Domanda

Both paragraphs, 7.3.3.p1 and p3, in the C++11 Standard, make reference to a using-declaration naming a constructor. Why is this necessary? The code below shows that the base class A's constructors are seen in the derived class B as expected.

class A
{
    int i;

    public:
    A() : i(0) {}
    A(int i) : i(i) {}
};

class B : public A
{
    public:
//  using A::A;
    A f1() { return A(); }
    A f2() { return A(1); }
};

int main()
{
    B b;
    A a1 = b.f1();
    A a2 = b.f2();
}

If I comment out using A::A; above nothing changes in the program execution.

È stato utile?

Soluzione

That's meant for inheriting the non-default constructors from the parent class, which is A(int i) in this case.

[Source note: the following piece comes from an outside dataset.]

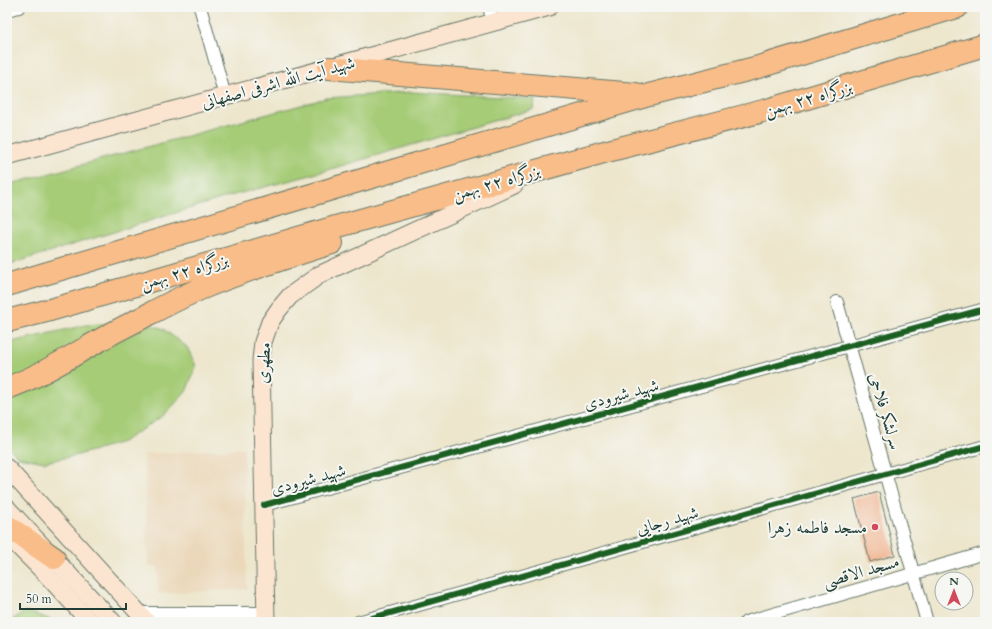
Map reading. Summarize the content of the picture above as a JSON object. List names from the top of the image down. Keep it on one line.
{"streets":{"highway":["بزرگراه ۲۲ بهمن"],"main road":["شهید آیت الله اشرفی اصفهانی","مطهری"],"street":["شهید شیرودی","سرلشکر فلاحی","شهید رجایی","مسجد الاقصی"]},"crossings":[["مطهری","شهید شیرودی"],["شهید شیرودی","سرلشکر فلاحی"],["سرلشکر فلاحی","شهید رجایی"],["سرلشکر فلاحی","مسجد الاقصی"]],"places":["مسجد فاطمه زهرا"],"scale_bar":"50 m","north":"top"}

Change your declaration in main like so:

int main()
{
    B b(42);  // Want to forward this to A::A(int)
    ...
}

Without the using A::A clause, you'll get the following compiler error (at least from g++ 4.8.0):

co.cpp: In function ‘int main()’:
co.cpp:20:11: error: no matching function for call to ‘B::B(int)’
     B b(42);
           ^
co.cpp:20:11: note: candidates are:
co.cpp:10:7: note: B::B()
 class B : public A
       ^
co.cpp:10:7: note:   candidate expects 0 arguments, 1 provided
co.cpp:10:7: note: constexpr B::B(const B&)
co.cpp:10:7: note:   no known conversion for argument 1 from ‘int’ to ‘const B&’
co.cpp:10:7: note: constexpr B::B(B&&)
co.cpp:10:7: note:   no known conversion for argument 1 from ‘int’ to ‘B&&’

but if you add the using A::A declaration back, it compiles cleanly. b(42) ends up calling A::A(int i).